### Exercise goal
Pull out from the material below all lines with "align".

### Data to process
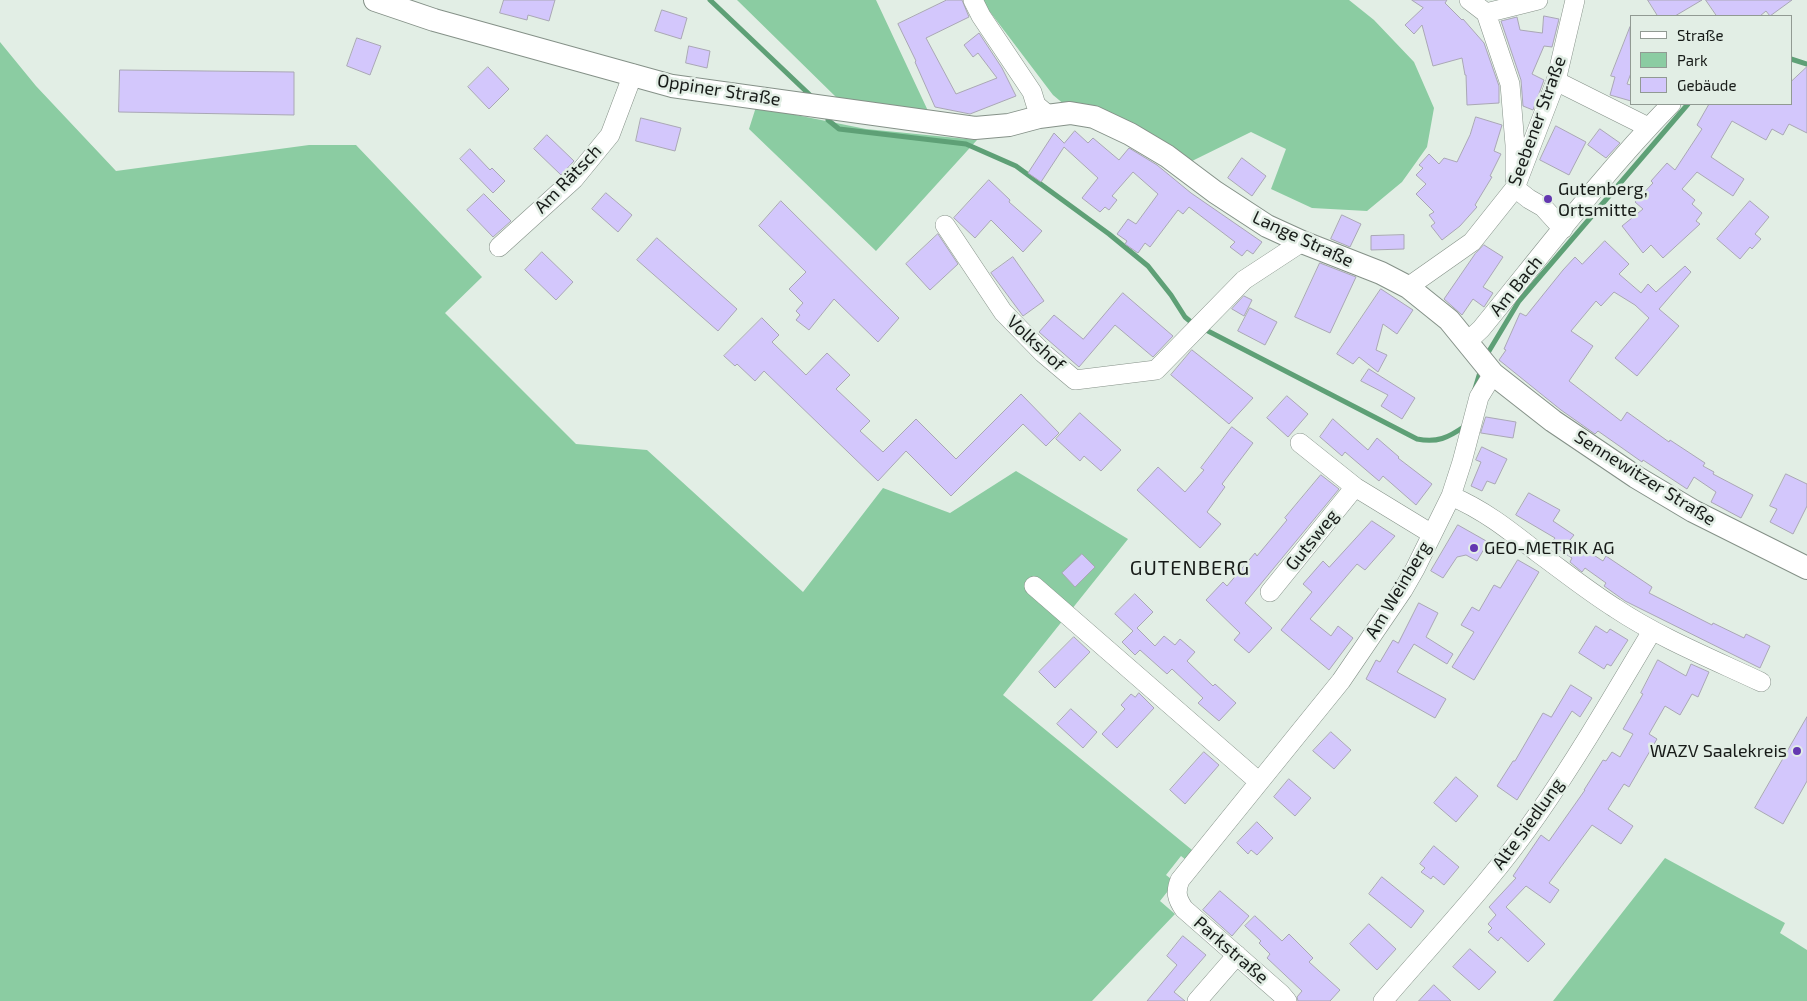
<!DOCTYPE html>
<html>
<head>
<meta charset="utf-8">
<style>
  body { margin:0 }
  #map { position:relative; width:1807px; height:1001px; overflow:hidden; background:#e2eee5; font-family:"Exo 2",sans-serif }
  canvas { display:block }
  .legend { position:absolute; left:1630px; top:15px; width:162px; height:90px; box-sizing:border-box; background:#e2eee5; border:1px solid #919a93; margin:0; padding:6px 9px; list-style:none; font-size:15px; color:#171b18 }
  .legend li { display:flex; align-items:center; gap:10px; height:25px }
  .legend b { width:25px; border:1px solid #919a93 }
</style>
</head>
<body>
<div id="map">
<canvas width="1807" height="1001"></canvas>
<ul class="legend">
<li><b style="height:6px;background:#fff"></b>Straße</li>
<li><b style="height:14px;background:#8bcca2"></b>Park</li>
<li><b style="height:14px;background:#d3c7fc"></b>Gebäude</li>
</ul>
</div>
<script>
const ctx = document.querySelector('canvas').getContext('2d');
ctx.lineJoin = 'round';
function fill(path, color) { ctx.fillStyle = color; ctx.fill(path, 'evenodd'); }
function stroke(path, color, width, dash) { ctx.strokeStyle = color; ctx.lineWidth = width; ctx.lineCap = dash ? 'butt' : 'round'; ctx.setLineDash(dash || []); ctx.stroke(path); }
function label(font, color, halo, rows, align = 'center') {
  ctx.font = font + ' "Exo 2",sans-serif'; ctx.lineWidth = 5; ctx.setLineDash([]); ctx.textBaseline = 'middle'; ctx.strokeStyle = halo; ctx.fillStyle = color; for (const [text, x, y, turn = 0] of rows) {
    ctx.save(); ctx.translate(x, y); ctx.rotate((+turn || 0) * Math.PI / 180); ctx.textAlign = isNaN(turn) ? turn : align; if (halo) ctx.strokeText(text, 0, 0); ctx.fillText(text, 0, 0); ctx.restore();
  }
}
fill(new Path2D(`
  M737,0H876L929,113L838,99Z
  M981,0H1349L1374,20L1414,62L1434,108L1427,147L1402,182L1367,211L1312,208L1271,189L1286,149L1251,132L1190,162L1071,110L1053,95Z
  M0,42L36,86L116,171L309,145H356L482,277L445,313L576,444L647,450L803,592L883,488L950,513L1016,471L1128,539L1003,695L1197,854L1190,863L1181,856L1166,875L1175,882L1160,901L1175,914L1092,1001H0Z
  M756,107L866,129L977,140L876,251L749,129Z
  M1665,858L1785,923L1780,933L1807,950V1001H1553Z`), '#8bcca2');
stroke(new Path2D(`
  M710,0L811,96
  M1791,59L1807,64
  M828,120L839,129L966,144L1016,166L1109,234L1148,266L1171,295L1185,317L1191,322
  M1206,330L1417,439C1437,443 1448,438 1465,426
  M1486,356L1519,301L1688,104
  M1474,392L1481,369`), '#5ea076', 5);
const building = new Path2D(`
  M504,0H555L549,21L528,15L527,20L500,13Z
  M947,0H962L969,17L926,38L956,94L997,78L978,53L973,57L964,45L979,33L1002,68L1016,96L970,114L935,107L915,62L916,61L898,24Z
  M1412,0H1447L1445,3L1462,20L1463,19L1484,43L1499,86V103L1467,105L1466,75H1465L1462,58L1433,66L1422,25L1414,34L1405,25L1423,8Z
  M1648,0H1702L1675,16H1658Z
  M1706,0H1792L1770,16L1766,11L1760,16H1717Z
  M662,10L687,18L681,39L655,31Z
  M1544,16L1559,19L1552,47L1544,46L1532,74L1544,80L1533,110L1523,106L1521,80L1501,21L1517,17L1520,30L1542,33Z
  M1630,27L1631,73L1627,84L1631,85V101L1610,95L1615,77L1611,76Z
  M357,38L381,46L370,75L347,66Z
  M689,46L710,51L707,68L686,63Z
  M488,67L509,89L489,109L468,87Z
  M1807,67V133L1789,124L1783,135L1772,129L1766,140L1732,121L1711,157L1744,179L1733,196L1697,172L1682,189L1695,200L1692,204L1702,213L1696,221L1700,224L1663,258L1651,245L1643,253L1622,226L1643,209L1635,202L1653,183L1651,181L1667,163L1675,170L1702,129L1697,125L1709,104H1791V82Z
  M120,70L294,72V115L119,112Z
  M1476,117L1502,125L1494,151L1501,154L1490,176L1492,177L1475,205L1477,207L1460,226L1442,240L1431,226L1435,223L1429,215L1434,212L1416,194L1426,184L1416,175L1423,168L1419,165L1429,154L1439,164L1444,158L1457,162L1470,135Z
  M641,118L681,128L675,151L636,141Z
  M1556,126L1586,142L1569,175L1540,160Z
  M1600,129L1620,143L1606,158L1588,145Z
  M1075,131L1088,143L1093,138L1119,160L1129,148L1157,165L1191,193L1262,242L1253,254L1247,250L1242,256L1230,247L1235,242L1189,207L1183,214L1178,210L1150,247L1145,243L1138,253L1125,244L1127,241L1117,234L1128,219L1136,224L1158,194L1133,172L1112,196L1117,200L1109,210L1105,207L1100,212L1082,198L1098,178L1064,147L1041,182L1028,173L1054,133L1064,143Z
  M547,135L574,161L561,175L534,149Z
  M470,149L490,170L492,168L505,181L493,193L460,159Z
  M1242,158L1266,176L1252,196L1228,178Z
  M989,180L1010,200L1009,202L1042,231L1023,252L991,220L975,238L954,218Z
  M606,193L632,215L618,232L592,209Z
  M484,194L511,221L493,237L467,210Z
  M781,201L899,318L878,342L834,299L809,330L796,320L800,315L796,311L803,303L789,289L806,272L759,226Z
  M1750,201L1769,217L1755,234L1761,239L1752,249L1750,247L1740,259L1717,239Z
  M1342,215L1361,224L1350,247L1331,239Z
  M938,234L958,264L930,290L906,264Z
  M1404,235V249L1371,250V236Z
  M657,238L737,309L718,331L637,260Z
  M1605,241L1629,264L1619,274L1641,293L1648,284L1656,292L1685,266L1691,272L1659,309L1679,326L1637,376L1615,358L1649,318L1635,305L1614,292L1601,306L1596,301L1571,331L1593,346L1569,381L1621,421L1627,412L1669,442L1670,440L1705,463L1703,466L1714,472L1713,474L1753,495L1741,518L1711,502L1716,492L1694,477L1687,489L1643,460L1642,462L1598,431L1595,434L1561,410L1499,360L1506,350L1504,349L1520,313L1526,316L1563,270L1575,257L1582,264Z
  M1484,245L1503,257L1483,287L1493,293L1484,307L1473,299L1462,315L1444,299L1475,254Z
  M542,252L573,282L556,300L525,270Z
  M1013,257L1044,301L1023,316L991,273Z
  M1320,263L1356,277L1330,333L1295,317Z
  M1381,289L1413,310L1397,334L1383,324L1376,350L1387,355L1378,372L1359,357L1353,364L1337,354Z
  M1123,293L1173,336L1153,357L1115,325L1079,367L1039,332L1054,315L1083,339Z
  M1244,296L1252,300L1244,316L1232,309Z
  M1250,308L1277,322L1265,345L1238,331Z
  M762,318L779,335L772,342L806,375L827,353L850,375L836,389L870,421L860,431L883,452L916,419L956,459L1021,394L1059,433L1046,446L1023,424L951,496L906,451L878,481L764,371L755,381L737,364L735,366L724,356Z
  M1192,350L1253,398L1229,424L1171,375Z
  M1369,369L1415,398L1402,419L1381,406L1388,395L1361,381Z
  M1287,396L1308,414L1288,437L1267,418Z
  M1080,413L1121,450L1101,471L1084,456L1080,461L1056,439Z
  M1486,417L1516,422L1513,438L1481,433Z
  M1333,419L1368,450L1377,438L1399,457L1398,458L1432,484L1416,505L1383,476L1379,481L1345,452L1342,456L1320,437Z
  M1232,427L1253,443L1222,484L1225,487L1207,512L1221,524L1200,548L1137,490L1158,467L1185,492L1204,470L1201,468Z
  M1482,447L1507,459L1495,484L1487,481L1482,491L1471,486L1481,462L1476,460Z
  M1786,474L1807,484V506L1793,534L1770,522L1777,509L1770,506Z
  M1321,475L1339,489L1245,603L1272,628L1249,653L1234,640L1240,633L1206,600L1223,582L1227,586L1255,553L1257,556L1287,520L1285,518Z
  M1529,493L1560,510L1553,521L1574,535L1570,540L1603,561L1606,556L1652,587L1649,593L1712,625L1713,623L1744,638L1746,634L1770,646L1760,668L1625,601L1604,586L1606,583L1585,568L1582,572L1570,562L1572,558L1550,544L1555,538L1516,515Z
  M1372,521L1395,536L1365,570L1357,564L1310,619L1331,636L1338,626L1353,638L1329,670L1281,630L1312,592L1303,584L1323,561L1329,567Z
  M1458,525L1488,542L1477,561L1466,555L1457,557L1443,578L1431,571Z
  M1082,554L1095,567L1075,587L1062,573Z
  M1518,560L1539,572L1474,680L1452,667L1474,632L1461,625L1472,607L1479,611L1494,585L1500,588Z
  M1135,594L1153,612L1137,628L1155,646L1164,636L1175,645L1180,639L1195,652L1187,661L1213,686L1215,684L1236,703L1219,721L1198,703L1203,698L1172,669L1167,674L1140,650L1135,655L1122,642L1133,631L1115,614Z
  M1419,603L1438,613L1426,637L1453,654L1447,664L1414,644L1397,672L1446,699L1435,718L1366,679L1376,660L1380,662L1393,640L1398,643Z
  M1596,626L1607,633L1610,629L1628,640L1611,666L1607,664L1604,669L1579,653Z
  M1074,637L1090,652L1055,688L1039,672Z
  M1658,660L1686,676L1691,664L1709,672L1698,697L1692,694L1680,715L1665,706L1649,734L1657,739L1629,787L1624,784L1608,809L1633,826L1621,844L1592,825L1549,883L1559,890L1550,903L1526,886L1506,907L1545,944L1528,962L1501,937L1498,941L1488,932L1492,928L1488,924L1496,915L1489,907L1516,878L1513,876L1541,835L1549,841L1585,790H1584L1603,760L1606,761L1612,752L1620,757L1633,734L1623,729L1643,694L1641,693Z
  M1571,685L1592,698L1580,717L1572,711L1517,800L1497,786L1513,761H1515L1543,713L1551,717Z
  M1139,693L1154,708L1117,748L1102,734L1125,709L1121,705L1131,694L1135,697Z
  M1071,709L1097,732L1083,748L1057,724Z
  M1807,717V781L1783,824L1755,808Z
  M1331,732L1351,750L1334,769L1313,751Z
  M1204,752L1219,765L1185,804L1170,790Z
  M1456,777L1478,796L1456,822L1434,803Z
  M1289,779L1311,798L1295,816L1274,797Z
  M1257,822L1273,838L1257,855L1251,850L1248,854L1237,843Z
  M1434,846L1459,867L1444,885L1433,876L1431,879L1421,872L1425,868L1420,864Z
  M1382,877L1424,911L1411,928L1369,894Z
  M1220,891L1249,916L1232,936L1203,910Z
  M1255,916L1282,941L1289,934L1313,958L1309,962L1340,990L1330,1001H1298L1297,997L1302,991L1267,958L1270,954L1259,943L1261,941L1245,926Z
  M1369,924L1396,949L1377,970L1350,944Z
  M1183,936L1206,955L1174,992L1185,1001H1147L1177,965L1167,956Z
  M1470,949L1496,972L1479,990L1453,967Z
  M1434,985L1451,1001H1419Z`);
fill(building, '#d3c7fc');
stroke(building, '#a9a7b4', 1);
const minor = new Path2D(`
  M973,0L981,16L1032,92L1036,105L1049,116
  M1469,0L1486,13L1510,84L1515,145V179
  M1486,13L1538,0
  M1556,81L1648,127
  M1515,188L1529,199L1543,207L1563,229
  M945,225L1003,312L1043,353L1075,380L1156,370L1244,280L1302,242
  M499,247L574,179L610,135L633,74
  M1408,287L1472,242L1515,188L1556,81L1575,0
  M1467,342L1481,329C1543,253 1603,174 1671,104
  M1300,443L1355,487
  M1451,496C1484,510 1509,530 1537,552C1563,571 1588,591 1615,608C1660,638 1712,659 1761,682
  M1034,586L1258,781
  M1270,592L1355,487L1432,534
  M1197,1001L1237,955
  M1287,1001L1281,994L1184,909C1177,899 1175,892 1180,880L1341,681L1403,590L1415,569L1451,496L1462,462L1479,397L1493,374
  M1383,1001C1435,940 1492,881 1538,814C1579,755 1615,693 1652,631`);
const tertiary = new Path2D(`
  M375,0L434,20L672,86L975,128L1009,125L1039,117L1070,113L1094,117L1130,134L1167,156L1215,192L1267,226L1302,242L1381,273L1408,287L1449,320L1493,374L1553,421L1636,477L1693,511L1807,568`);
stroke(minor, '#859188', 20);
stroke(tertiary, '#859188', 24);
stroke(minor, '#fff', 19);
stroke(tertiary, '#fff', 22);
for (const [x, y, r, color] of [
  [1548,199,5,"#6338b0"],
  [1474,548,5,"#6338b0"],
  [1797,751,5,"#6338b0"]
]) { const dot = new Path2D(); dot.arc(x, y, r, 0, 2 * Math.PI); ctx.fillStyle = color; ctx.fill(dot); stroke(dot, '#e2eee5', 2); }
label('18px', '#171b18', '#e2eee5', [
  ["Oppiner Straße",719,90,9],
  ["Seebener Straße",1537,121,-70],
  ["Am Rätsch",568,179,-46],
  ["Lange Straße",1303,239,25],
  ["Am Bach",1516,286,-51],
  ["Volkshof",1036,343,43],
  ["Sennewitzer Straße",1645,478,32],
  ["Gutsweg",1312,540,-51],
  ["Am Weinberg",1398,590,-59],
  ["Alte Siedlung",1528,824,-54],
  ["Parkstraße",1231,950,41]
]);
label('18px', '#171b18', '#e2eee5', [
  ["Gutenberg,",1558,189],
  ["Ortsmitte",1558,210],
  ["GEO-METRIK AG",1484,548],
  ["WAZV Saalekreis",1787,751,"right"]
], 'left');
ctx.letterSpacing = '1px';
label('20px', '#171b18', '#e2eee5', [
  ["GUTENBERG",1190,568]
]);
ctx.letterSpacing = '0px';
</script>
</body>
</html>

### Exercise answer
  .legend li { display:flex; align-items:center; gap:10px; height:25px }
function label(font, color, halo, rows, align = 'center') {
    ctx.save(); ctx.translate(x, y); ctx.rotate((+turn || 0) * Math.PI / 180); ctx.textAlign = isNaN(turn) ? turn : align; if (halo) ctx.strokeText(text, 0, 0); ctx.fillText(text, 0, 0); ctx.restore();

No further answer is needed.